House Dreppenstedt did not create clairvoyants, so her feeling wasn’t based on any sort of precognition. Had she overheard some plot to confront me? “Just me?”

She didn’t answer that. “You take the hallway behind the throne. Go past the king’s collection room. Don’t let anyone see you leave that way.”

“Why not?”

“The path from the rear exit to the coastline is usually safe, but the coast itself is rocky and treacherous for Captain Rask.”

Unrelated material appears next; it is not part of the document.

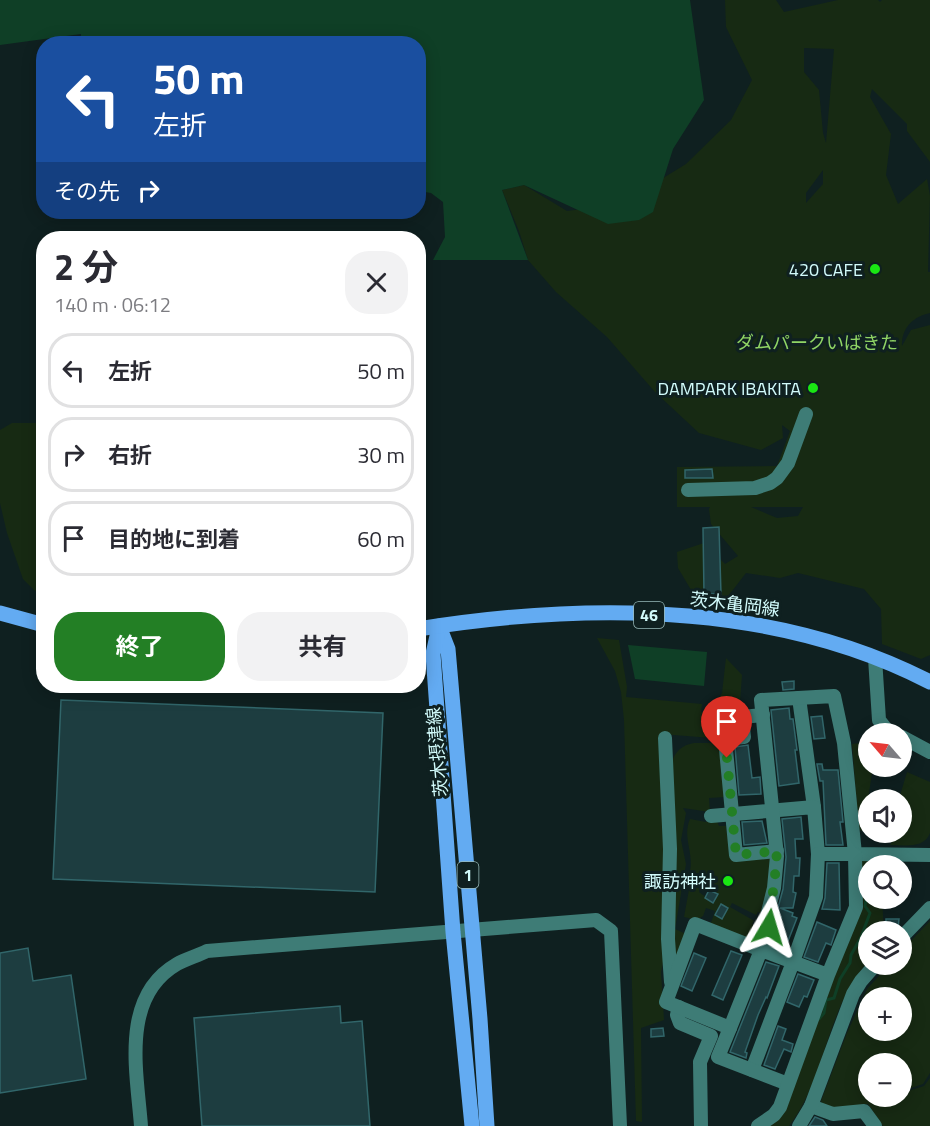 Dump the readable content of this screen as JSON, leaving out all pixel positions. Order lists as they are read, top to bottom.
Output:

I suspected the coast was treacherous
because
of Captain Rask, but held my tongue.

She continued, “He won’t retrieve you at the old pier there. If you needed to use that escape as a last resort, you’ll have to come south around the coast to the regular pier before Rask will meet you. And do
not
fall in the water.”

“Well, I should think not,” I said. “It’s freezing.”

“It’s more than that. There are things living in the deep. Things that hunt based on movement, splashing, vibrations of something struggling in water. The larvae stick close to the surface, and they’re always hungry.” She battled a quivering chin for only a second before confiding, “That’s how I lost my Agethon. He slipped. Who would have thought an immortal could be so clumsy?”